The losses of the Turkalvanians were not very great. Spyridon Trikoupis writes about 70 dead, while Anagnostis Kontakis, who took part in the battle, states that the enemy losses were greater and that the main battle took place in the gorge between Vervena and Doliana and lasted all day. The losers left many spoils on the battlefield.
The battle of historic Vervena and historic Doliana on May 18, 1821 thwarted the dismantling of the Bervena camp and the plan of the Turks. It also boosted the morale of the revolutionaries and paved the way for the liberation of enslaved Tripoli.
The Turks after their defeat in Vervena and Doliana were permanently closed in Tripolitsa. The old man of Moria was undoubtedly justified and began to “close the armies of Moria”… for the consequences.
Undoubtedly, the “camp of the Berbens” played a catalytic importance for the organization and success of the liberation struggle. It is no exaggeration to say that the “camp of the historic Berbens” started the liberation of our homeland, both militarily and militarily.
Nikitaras gained great glamor and then he was given the nickname “Turkophagus”. In a way, he took revenge on his father and his eleven-year-old brother John who were massacred in Monemvasia in October 1816.

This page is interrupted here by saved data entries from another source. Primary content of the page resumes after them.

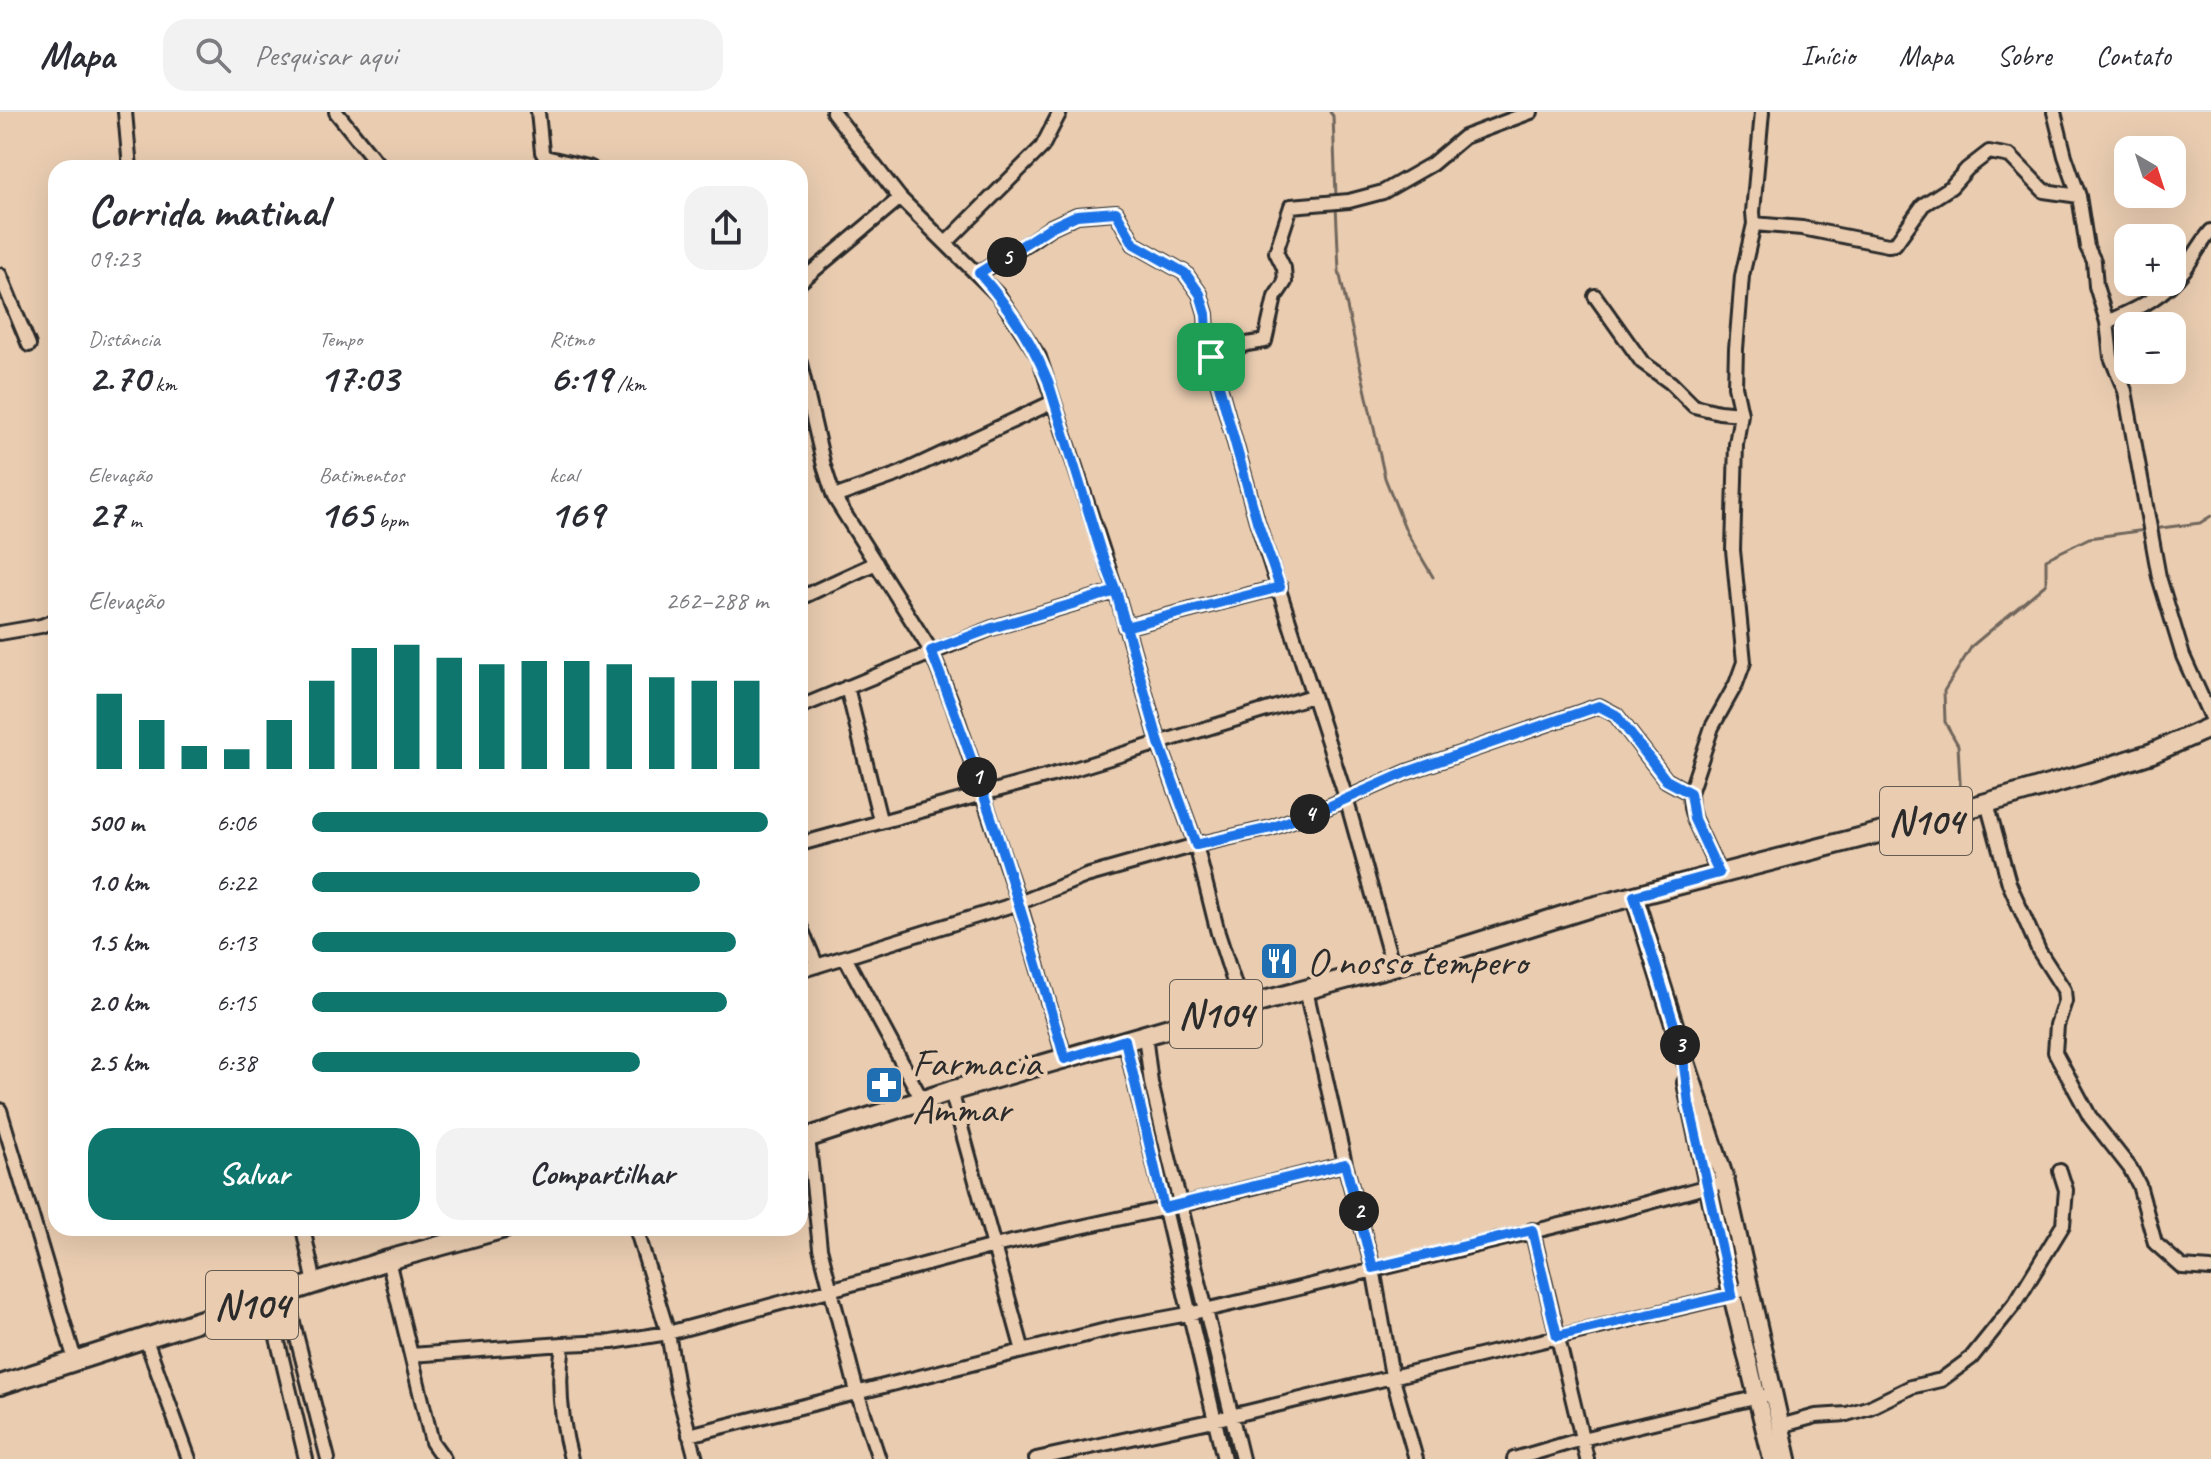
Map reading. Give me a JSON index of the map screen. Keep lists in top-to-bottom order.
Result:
{
  "streets": {
    "main road": ["N104"]
  },
  "places": {
    "restaurant": ["O nosso tempero"],
    "pharmacy": ["Farmacia Ammar"]
  },
  "north": "bottom right",
  "page": {
    "header": "Mapa",
    "search": "Pesquisar aqui",
    "nav": [
      "Início",
      "Mapa",
      "Sobre",
      "Contato"
    ],
    "map_buttons": ["+", "−"],
    "heading": ["Corrida matinal", "09:23"],
    "pins": [
      "5",
      "1",
      "4",
      "3",
      "2"
    ],
    "stats": [
      ["Distância", "2.70 km"],
      ["Tempo", "17:03"],
      ["Ritmo", "6:19 /km"],
      ["Elevação", "27 m"],
      ["Batimentos", "165 bpm"],
      ["kcal", "169"]
    ],
    "chart": ["Elevação", "262–288 m"],
    "list": [
      {
        "name": "500 m",
        "note": "6:06"
      },
      {
        "name": "1.0 km",
        "note": "6:22"
      },
      {
        "name": "1.5 km",
        "note": "6:13"
      },
      {
        "name": "2.0 km",
        "note": "6:15"
      },
      {
        "name": "2.5 km",
        "note": "6:38"
      }
    ],
    "buttons": ["Salvar", "Compartilhar"]
  }
}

Nikitaras, whose real name was Nikitas Stamatelopoulos, was born in 1782 in Megali Anastasitsa (today Nedousa, Messinia). His mother was the sister of his wife Th. Kolokotronis. His bravery and contribution to the Struggle are well known. His selflessness was also special. Only once, after the battle of Dervenakia, did he agree to take a valuable sword from the rich booty, which he later offered to a fundraiser for Messolonghi.

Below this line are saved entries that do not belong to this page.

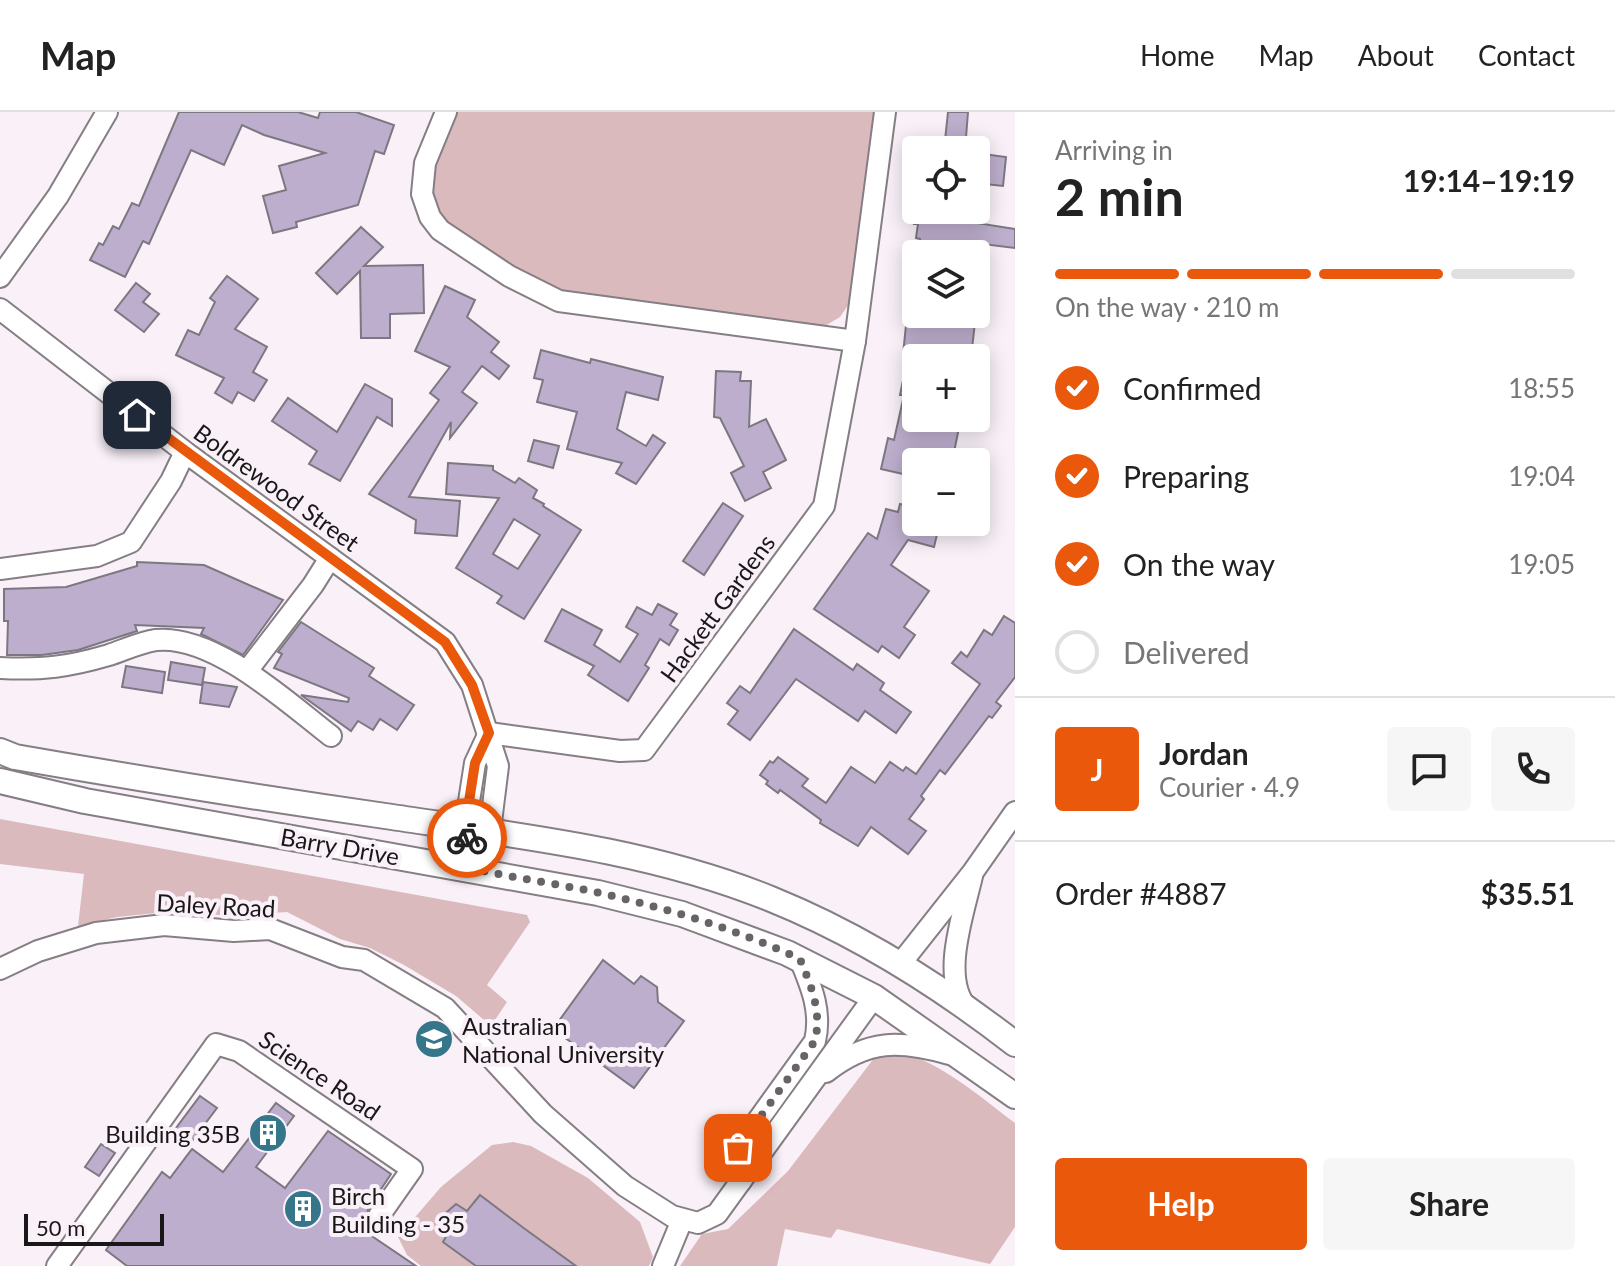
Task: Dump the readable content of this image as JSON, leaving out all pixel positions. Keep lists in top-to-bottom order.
{
  "streets": {
    "main road": ["Barry Drive"],
    "street": [
      "Boldrewood Street",
      "Hackett Gardens",
      "Daley Road",
      "Science Road"
    ]
  },
  "crossings": [
    ["Boldrewood Street", "Hackett Gardens"],
    ["Boldrewood Street", "Barry Drive"]
  ],
  "places": {
    "school or university": ["Australian National University"],
    "building": ["Building 35B", "Birch Building - 35"]
  },
  "scale_bar": "50 m",
  "page": {
    "header": "Map",
    "nav": [
      "Home",
      "Map",
      "About",
      "Contact"
    ],
    "heading": ["2 min", "Arriving in", "19:14–19:19"],
    "panel": [
      "Jordan",
      "Courier · 4.9",
      "Order #4887",
      "$35.51"
    ],
    "map_buttons": ["+", "−"],
    "bar": "On the way · 210 m",
    "list": [
      ["Confirmed", "18:55"],
      ["Preparing", "19:04"],
      ["On the way", "19:05"],
      "Delivered"
    ],
    "round": "J",
    "buttons": ["Help", "Share"],
    "scale": "50 m"
  }
}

After the Revolution, he was imprisoned because he was considered the leader of the “Orthodox Society” (December 1839). He was tried and acquitted on July 11, 1840, but the Government did not release him then, but only on September 18, 1841. He was almost blind as he was suffering from diabetes. After his release from prison, he was given a “begging permit” every Friday in Piraeus, where the church of Evangelistria is located today. After 1844 he was given the rank of Lieutenant General by Otto along with a meager pension. He died on September 25, 1849.